O projecto consiste num modelo de férias, em que o participante vai pagando pelo direito de vir a usufruir de umas férias de sonho com descontos fantásticos, mas na verdade se angariar um número suficiente de outros interessados, todos pagantes, o participante-angariador passará a receber uma comissão sobre os pagamentos destes e portanto as suas férias de sonho ficarão à borla e terá ainda o tal rendimento extra, de que afinal todos gostamos.
Até tem um nome que inspira sucesso e progresso, é o “marketing multi-nível”. Tão seguro e tão futuro, que o próprio Donald Trump himself esteve envolvido como patrono num esquema destes, é só consultar a wikipedia e lá está.

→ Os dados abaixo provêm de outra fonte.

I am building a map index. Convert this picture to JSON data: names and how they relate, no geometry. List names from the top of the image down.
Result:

Tudo parece simples, prático, sério, garantido, até deixar de ser. Até ao último nível, aquele em que já não há mais gente a angariar porque o último angariado fomos nós… aí descobrimos que afinal vamos ficar a pagar para uma quantidade de outros por umas férias que afinal nem queríamos nem teríamos como pagar, e que aquele número de fácil acesso em que era só ligar para desistir… afinal não atende, e o senhor que sabe disso nunca está…
E aquele penúltimo nível… aquele dos que enganaram os últimos, que afinal nem ganham muito, mas enganaram quem tudo perdeu… e por aí acima até ao inteligente que montou o esquema e se passeia de Porsche para mostrar que o esquema é bom para todos.

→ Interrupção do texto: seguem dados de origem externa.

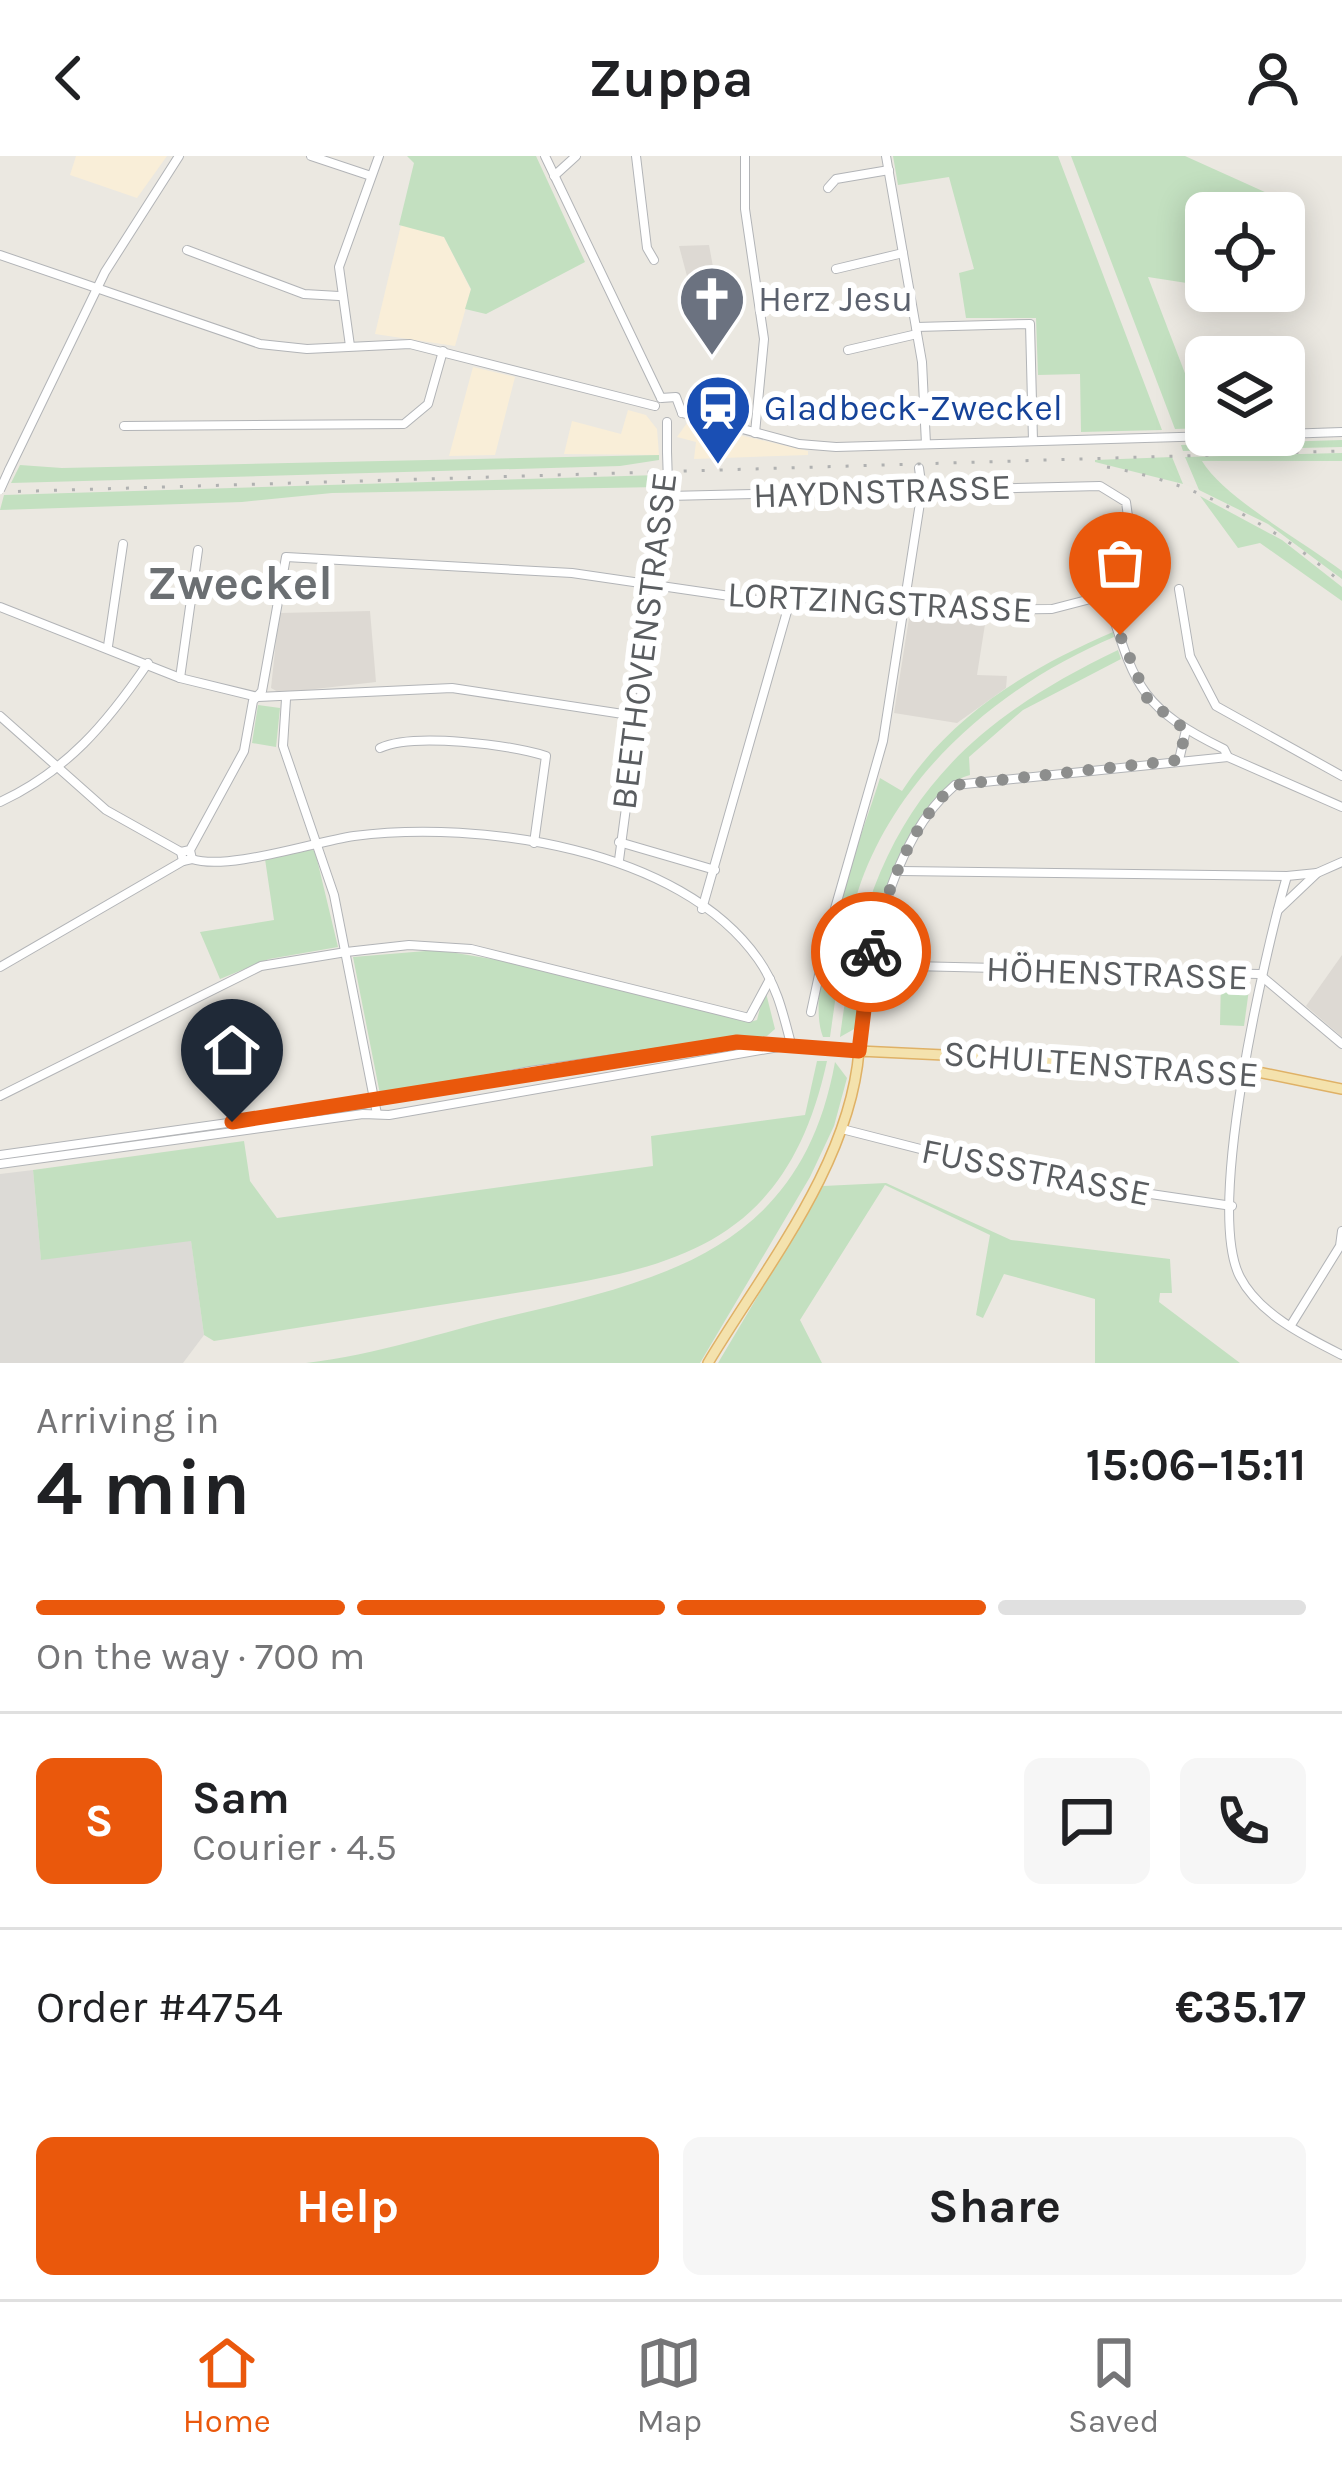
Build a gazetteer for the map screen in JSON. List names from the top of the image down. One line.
{"streets":{"main road":["SCHULTENSTRASSE"],"street":["HAYDNSTRASSE","LORTZINGSTRASSE","BEETHOVENSTRASSE","HÖHENSTRASSE","FUSSSTRASSE"]},"crossings":[["HAYDNSTRASSE","LORTZINGSTRASSE"],["HAYDNSTRASSE","BEETHOVENSTRASSE"],["LORTZINGSTRASSE","BEETHOVENSTRASSE"]],"districts":["Zweckel"],"places":{"church":["Herz Jesu"],"station":["Gladbeck-Zweckel"]},"page":{"header":"Zuppa","heading":["4 min","Arriving in","15:06–15:11"],"panel":["Sam","Courier · 4.5","Order #4754","€35.17"],"bar":"On the way · 700 m","round":"S","buttons":["Help","Share"],"tabs":["Home","Map","Saved"]}}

E afinal o multi-nível do século XXI tem uma estrutura parecida à das pirâmides de há milénios, e funcionam pelas mesmas razões: uma camada enorme suporta todas as outras. E como os faraós descobriram, por muito que quisessem subir ao céu, há sempre limites, sejam os geométricos, sejam os das pedreiras. Há sempre uma última camada, que suporta todas as outras, há sempre pedras a menos para a ambição dos faraós.
Para um esquema de pirâmide (ou Ponzi) funcionar, tem alguns mecanismos simples de identificação para uma pessoa informada, mas tem um motor infalível para a maior parte das pessoas: a cobiça, a ambição.

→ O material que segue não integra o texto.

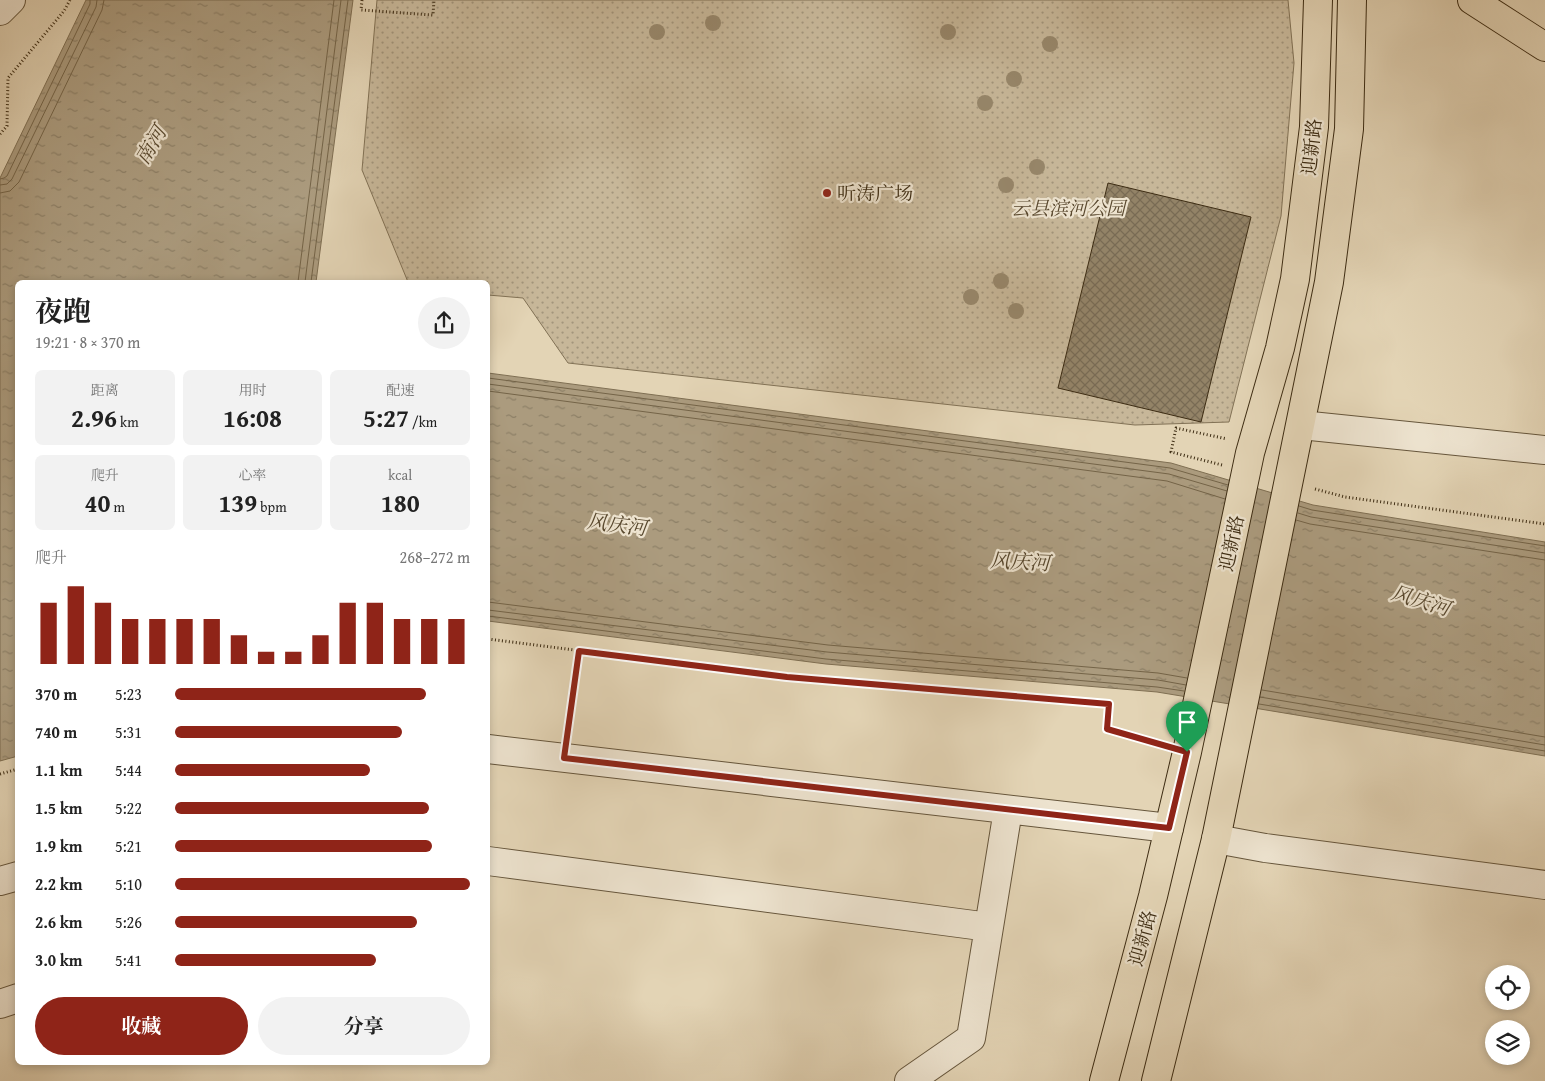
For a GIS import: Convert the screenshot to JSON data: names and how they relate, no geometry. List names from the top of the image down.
{
  "streets": {
    "main road": ["迎新路"]
  },
  "water": ["南河", "风庆河"],
  "parks": ["云县滨河公园"],
  "places": ["听涛广场"],
  "page": {
    "heading": ["夜跑", "19:21 · 8 × 370 m"],
    "stats": [
      ["距离", "2.96 km"],
      ["用时", "16:08"],
      ["配速", "5:27 /km"],
      ["爬升", "40 m"],
      ["心率", "139 bpm"],
      ["kcal", "180"]
    ],
    "chart": ["爬升", "268–272 m"],
    "list": [
      {
        "name": "370 m",
        "note": "5:23"
      },
      {
        "name": "740 m",
        "note": "5:31"
      },
      {
        "name": "1.1 km",
        "note": "5:44"
      },
      {
        "name": "1.5 km",
        "note": "5:22"
      },
      {
        "name": "1.9 km",
        "note": "5:21"
      },
      {
        "name": "2.2 km",
        "note": "5:10"
      },
      {
        "name": "2.6 km",
        "note": "5:26"
      },
      {
        "name": "3.0 km",
        "note": "5:41"
      }
    ],
    "buttons": ["收藏", "分享"]
  }
}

Todos queremos o melhor, e dada o nosso defeito genético de percebermos o mundo apenas como experiência individual, temos esta tendência para achar que tudo o que nos acontece é por nossa causa. Achamos que “merecemos” ser “ricos”, o que quer que isso signifique para cada um, e que ficarmos com o “nosso” bocado não vai prejudicar ninguém.
Às vezes, quando olho para o que fazemos ao planeta, ou à maneira como nos sentimos em “Segurança” Social, ou como financiamos PPP ou como convictamente lutamos por aqueles “direitos adquiridos”, dá-me ideia de vivermos como ratos de laboratório num gigantesco esquema intrincado de pirâmides que alguém terá inventado.
Esperamos sempre que apareça uma nova camada por baixo de nós para resolver o problema. Problema esse que é, como sempre, a ambição. Entretanto, essa camada de baixo são os nossos filhos, que nos darão netos, numa ascensão que talvez nos leve ao céu…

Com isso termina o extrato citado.